Michael Conlan looked sharp on his return to action as he stopped former world-title challenger Sofiane Takoucht in the 66 seconds from the final bell of their ten-rounder at York Hall in East London to extend his unbeaten professional record and stay on target for a title shot of his own.
The Frenchman proved a dogged opponent for Conlan, who mixed his punches well, despite a tendency to stray low. Still it was job done for the Irishman who is hopeful of a shot at a version of the world super-bantamweight title inside the next nine months, with a fight against either Stephen Fulton or Angelo Leo for the WBO title most likely.
“I don’t have a clue,” Conlan said when asked about his world-title prospects. “I just have the best team and leave it in their hands. If they (Fulton and Leo) have to fight each other, so be it, if, it’s St Paddy’s Day, so be it. I don’t care. But I know next time when I fight for the world title at 122, which I will do, I will be world champion, whether it is Fulton or it is Leo.
“It will be a completely different fight. Fighting an opponent like that (Takoucht) is almost harder, because he was so jittery and novicey and unorthodox. Because he is a southpaw he does some crazy sh-t.”
It was not Conlan’s first appearance at York Hall, in 2013, six months after claiming an Olympic bronze medal at the ExCeL a few miles to the east, he faced Andrew Selby there in a World Series of Boxing match, representing the USA Knockouts. Selby won on points.
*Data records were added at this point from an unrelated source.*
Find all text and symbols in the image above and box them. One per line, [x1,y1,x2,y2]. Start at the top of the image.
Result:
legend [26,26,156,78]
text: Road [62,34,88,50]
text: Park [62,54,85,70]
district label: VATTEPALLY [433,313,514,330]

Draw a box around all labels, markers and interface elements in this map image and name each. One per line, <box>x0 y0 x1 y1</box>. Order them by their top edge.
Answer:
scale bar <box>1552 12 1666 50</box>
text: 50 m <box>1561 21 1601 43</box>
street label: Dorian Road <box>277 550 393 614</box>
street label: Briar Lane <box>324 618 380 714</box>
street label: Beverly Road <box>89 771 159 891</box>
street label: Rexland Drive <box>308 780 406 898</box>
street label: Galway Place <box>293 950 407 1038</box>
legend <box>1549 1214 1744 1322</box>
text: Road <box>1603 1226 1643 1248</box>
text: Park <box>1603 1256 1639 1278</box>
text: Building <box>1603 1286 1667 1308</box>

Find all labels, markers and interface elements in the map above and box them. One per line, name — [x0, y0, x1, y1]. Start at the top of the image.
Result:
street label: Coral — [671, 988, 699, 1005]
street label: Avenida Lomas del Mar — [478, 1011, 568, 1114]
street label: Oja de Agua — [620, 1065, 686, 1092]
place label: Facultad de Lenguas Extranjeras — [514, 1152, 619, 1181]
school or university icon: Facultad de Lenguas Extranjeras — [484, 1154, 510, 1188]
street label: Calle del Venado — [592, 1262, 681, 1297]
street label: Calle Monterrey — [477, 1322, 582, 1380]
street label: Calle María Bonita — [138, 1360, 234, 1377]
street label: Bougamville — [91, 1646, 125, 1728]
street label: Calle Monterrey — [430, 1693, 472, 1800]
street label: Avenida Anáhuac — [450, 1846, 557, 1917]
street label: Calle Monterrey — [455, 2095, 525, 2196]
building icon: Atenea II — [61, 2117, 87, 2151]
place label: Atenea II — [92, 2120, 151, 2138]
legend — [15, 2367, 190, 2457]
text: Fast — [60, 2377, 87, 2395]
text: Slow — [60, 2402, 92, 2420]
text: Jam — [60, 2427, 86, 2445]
The biggest danger he faced against Takoucht was being disqualified, as he went low early on and kept doing it, despite the constant warnings and two points off from referee Steve Gray. Takoucht, who had been stopped in two rounds in a shot at Josh Warrington’s IBF featherweight title last year,
Conlan started at a fast pace, ripping southpaw right hooks to Takoucht’s body and moving the Frenchman around the ring, although some of the punches were straying low. The Irish former world amateur champion boxed well in the second round, using his jab with menace and sometimes leading with a left hook.
In the third round, Conlan received a ticking off from Gray after another low punch and the two went head-to-head as the bell sounded.
Despite the warnings, the Belfast fighter kept going to the body, and midway through the fourth round, three hooks to the body hurt the Frenchman, who dropped his hands, leaving himself open to a left hook to the head. Another right to the body made Takoucht stumble backwards, who then whipped over three overhand lefts to the head.
But as the seconds ticked out in the round, another right strayed below the belt and led to Gray taking a point off. He didn’t learn his lesson, though, and after another low right in the sixth, Gray deducted another point.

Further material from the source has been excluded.